*** TASK MATERIAL ***
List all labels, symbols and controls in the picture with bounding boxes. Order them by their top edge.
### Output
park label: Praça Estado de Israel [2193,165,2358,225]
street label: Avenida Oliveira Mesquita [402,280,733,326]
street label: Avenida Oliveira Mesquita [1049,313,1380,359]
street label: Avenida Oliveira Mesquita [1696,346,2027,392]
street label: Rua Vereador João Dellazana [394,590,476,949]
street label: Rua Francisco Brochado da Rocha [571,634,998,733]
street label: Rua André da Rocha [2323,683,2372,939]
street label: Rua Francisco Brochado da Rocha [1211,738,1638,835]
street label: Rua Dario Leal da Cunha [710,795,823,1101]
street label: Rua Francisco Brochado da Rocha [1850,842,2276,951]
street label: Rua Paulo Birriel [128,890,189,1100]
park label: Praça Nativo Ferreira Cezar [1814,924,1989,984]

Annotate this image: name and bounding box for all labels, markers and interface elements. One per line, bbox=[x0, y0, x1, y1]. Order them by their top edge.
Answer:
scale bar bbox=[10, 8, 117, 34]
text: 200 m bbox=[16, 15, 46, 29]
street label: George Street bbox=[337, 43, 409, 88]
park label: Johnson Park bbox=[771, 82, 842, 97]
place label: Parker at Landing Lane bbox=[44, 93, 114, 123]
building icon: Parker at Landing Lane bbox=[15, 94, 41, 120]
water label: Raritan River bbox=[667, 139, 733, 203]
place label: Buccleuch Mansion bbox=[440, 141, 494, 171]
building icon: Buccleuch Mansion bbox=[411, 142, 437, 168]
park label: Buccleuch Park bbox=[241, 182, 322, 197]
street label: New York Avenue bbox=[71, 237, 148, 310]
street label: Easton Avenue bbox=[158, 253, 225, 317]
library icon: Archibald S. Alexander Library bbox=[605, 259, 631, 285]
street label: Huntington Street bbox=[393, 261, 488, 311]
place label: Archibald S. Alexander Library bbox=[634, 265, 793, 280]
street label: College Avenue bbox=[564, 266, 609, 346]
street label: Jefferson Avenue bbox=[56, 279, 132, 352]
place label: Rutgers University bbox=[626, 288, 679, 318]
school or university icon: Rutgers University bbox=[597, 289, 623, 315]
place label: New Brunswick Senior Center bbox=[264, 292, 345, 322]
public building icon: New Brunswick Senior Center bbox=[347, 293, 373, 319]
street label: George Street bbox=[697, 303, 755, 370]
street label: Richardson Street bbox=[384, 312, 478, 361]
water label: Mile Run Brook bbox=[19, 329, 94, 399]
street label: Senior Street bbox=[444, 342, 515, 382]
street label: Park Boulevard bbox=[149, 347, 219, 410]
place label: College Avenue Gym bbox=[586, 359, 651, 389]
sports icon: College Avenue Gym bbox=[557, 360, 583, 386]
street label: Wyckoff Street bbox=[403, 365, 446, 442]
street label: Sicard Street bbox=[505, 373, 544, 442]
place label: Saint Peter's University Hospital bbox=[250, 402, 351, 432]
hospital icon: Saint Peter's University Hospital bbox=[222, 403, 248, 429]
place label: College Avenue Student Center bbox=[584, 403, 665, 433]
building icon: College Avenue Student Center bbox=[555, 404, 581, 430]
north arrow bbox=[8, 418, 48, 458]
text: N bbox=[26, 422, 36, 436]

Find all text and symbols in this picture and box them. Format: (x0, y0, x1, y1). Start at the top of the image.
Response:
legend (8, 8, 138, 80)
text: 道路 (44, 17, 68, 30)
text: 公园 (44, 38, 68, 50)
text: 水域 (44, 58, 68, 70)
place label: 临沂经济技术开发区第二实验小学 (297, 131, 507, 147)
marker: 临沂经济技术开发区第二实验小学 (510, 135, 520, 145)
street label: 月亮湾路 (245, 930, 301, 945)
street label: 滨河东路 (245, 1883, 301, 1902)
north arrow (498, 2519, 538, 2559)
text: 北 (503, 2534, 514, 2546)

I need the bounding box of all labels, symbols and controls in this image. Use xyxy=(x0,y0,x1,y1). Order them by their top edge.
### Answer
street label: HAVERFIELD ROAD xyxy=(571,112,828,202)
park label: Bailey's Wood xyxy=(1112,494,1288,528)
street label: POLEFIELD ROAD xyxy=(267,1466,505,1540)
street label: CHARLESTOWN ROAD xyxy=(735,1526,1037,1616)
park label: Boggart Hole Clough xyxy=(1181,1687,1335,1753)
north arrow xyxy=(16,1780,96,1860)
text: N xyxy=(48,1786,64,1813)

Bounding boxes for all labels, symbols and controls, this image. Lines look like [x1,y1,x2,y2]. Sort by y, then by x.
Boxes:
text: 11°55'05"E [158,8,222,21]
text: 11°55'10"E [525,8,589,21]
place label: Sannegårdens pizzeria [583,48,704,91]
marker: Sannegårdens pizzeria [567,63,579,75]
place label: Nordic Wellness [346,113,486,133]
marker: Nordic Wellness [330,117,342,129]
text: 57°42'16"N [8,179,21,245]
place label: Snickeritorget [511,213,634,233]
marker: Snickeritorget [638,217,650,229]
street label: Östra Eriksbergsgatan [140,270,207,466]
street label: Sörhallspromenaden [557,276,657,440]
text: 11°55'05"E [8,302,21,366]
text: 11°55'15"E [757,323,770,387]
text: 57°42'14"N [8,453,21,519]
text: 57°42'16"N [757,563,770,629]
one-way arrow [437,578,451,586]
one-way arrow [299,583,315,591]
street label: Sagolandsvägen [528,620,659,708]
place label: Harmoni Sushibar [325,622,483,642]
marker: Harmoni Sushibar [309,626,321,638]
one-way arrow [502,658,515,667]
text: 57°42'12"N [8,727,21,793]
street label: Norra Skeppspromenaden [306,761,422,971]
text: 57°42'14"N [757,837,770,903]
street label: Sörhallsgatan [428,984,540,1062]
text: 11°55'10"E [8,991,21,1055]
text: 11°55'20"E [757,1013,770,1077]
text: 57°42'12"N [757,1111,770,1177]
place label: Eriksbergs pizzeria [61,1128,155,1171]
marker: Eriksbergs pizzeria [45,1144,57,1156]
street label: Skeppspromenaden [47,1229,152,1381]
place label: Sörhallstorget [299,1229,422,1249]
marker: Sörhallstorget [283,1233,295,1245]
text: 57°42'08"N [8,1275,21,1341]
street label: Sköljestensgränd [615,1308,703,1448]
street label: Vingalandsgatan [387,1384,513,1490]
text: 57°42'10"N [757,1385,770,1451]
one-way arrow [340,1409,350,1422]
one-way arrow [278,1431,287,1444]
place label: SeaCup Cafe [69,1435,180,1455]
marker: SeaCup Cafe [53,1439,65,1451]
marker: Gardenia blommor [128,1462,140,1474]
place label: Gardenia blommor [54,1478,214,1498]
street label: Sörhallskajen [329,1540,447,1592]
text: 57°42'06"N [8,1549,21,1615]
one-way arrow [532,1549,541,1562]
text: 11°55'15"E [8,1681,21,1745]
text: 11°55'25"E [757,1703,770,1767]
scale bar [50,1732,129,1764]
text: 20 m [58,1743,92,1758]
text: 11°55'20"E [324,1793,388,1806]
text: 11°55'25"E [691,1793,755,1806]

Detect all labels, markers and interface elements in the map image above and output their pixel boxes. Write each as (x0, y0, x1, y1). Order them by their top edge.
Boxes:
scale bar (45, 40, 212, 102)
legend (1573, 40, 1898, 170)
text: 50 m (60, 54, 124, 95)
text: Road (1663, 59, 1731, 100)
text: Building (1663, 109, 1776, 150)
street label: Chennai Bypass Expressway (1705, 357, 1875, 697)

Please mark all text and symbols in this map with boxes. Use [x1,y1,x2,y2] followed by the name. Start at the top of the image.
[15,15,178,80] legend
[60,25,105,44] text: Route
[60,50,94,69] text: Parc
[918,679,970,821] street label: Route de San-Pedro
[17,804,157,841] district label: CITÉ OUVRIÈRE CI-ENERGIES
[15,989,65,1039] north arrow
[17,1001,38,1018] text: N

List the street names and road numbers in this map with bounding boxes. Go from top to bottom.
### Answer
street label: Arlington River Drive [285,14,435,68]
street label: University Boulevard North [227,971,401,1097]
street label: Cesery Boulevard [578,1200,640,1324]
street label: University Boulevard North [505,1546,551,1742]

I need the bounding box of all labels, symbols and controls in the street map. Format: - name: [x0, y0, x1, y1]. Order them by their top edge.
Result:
*** End of TASK MATERIAL ***
→ WHAT THIS TASK INVOLVES
The answer should hold only the lines from the start of the records above through the line containing "Annotate this image: name", each set down exactly.

→ SOLUTION FOR THIS TASK
List all labels, symbols and controls in the picture with bounding boxes. Order them by their top edge.
### Output
park label: Praça Estado de Israel [2193,165,2358,225]
street label: Avenida Oliveira Mesquita [402,280,733,326]
street label: Avenida Oliveira Mesquita [1049,313,1380,359]
street label: Avenida Oliveira Mesquita [1696,346,2027,392]
street label: Rua Vereador João Dellazana [394,590,476,949]
street label: Rua Francisco Brochado da Rocha [571,634,998,733]
street label: Rua André da Rocha [2323,683,2372,939]
street label: Rua Francisco Brochado da Rocha [1211,738,1638,835]
street label: Rua Dario Leal da Cunha [710,795,823,1101]
street label: Rua Francisco Brochado da Rocha [1850,842,2276,951]
street label: Rua Paulo Birriel [128,890,189,1100]
park label: Praça Nativo Ferreira Cezar [1814,924,1989,984]

Annotate this image: name and bounding box for all labels, markers and interface elements. One per line, bbox=[x0, y0, x1, y1]. Order them by their top edge.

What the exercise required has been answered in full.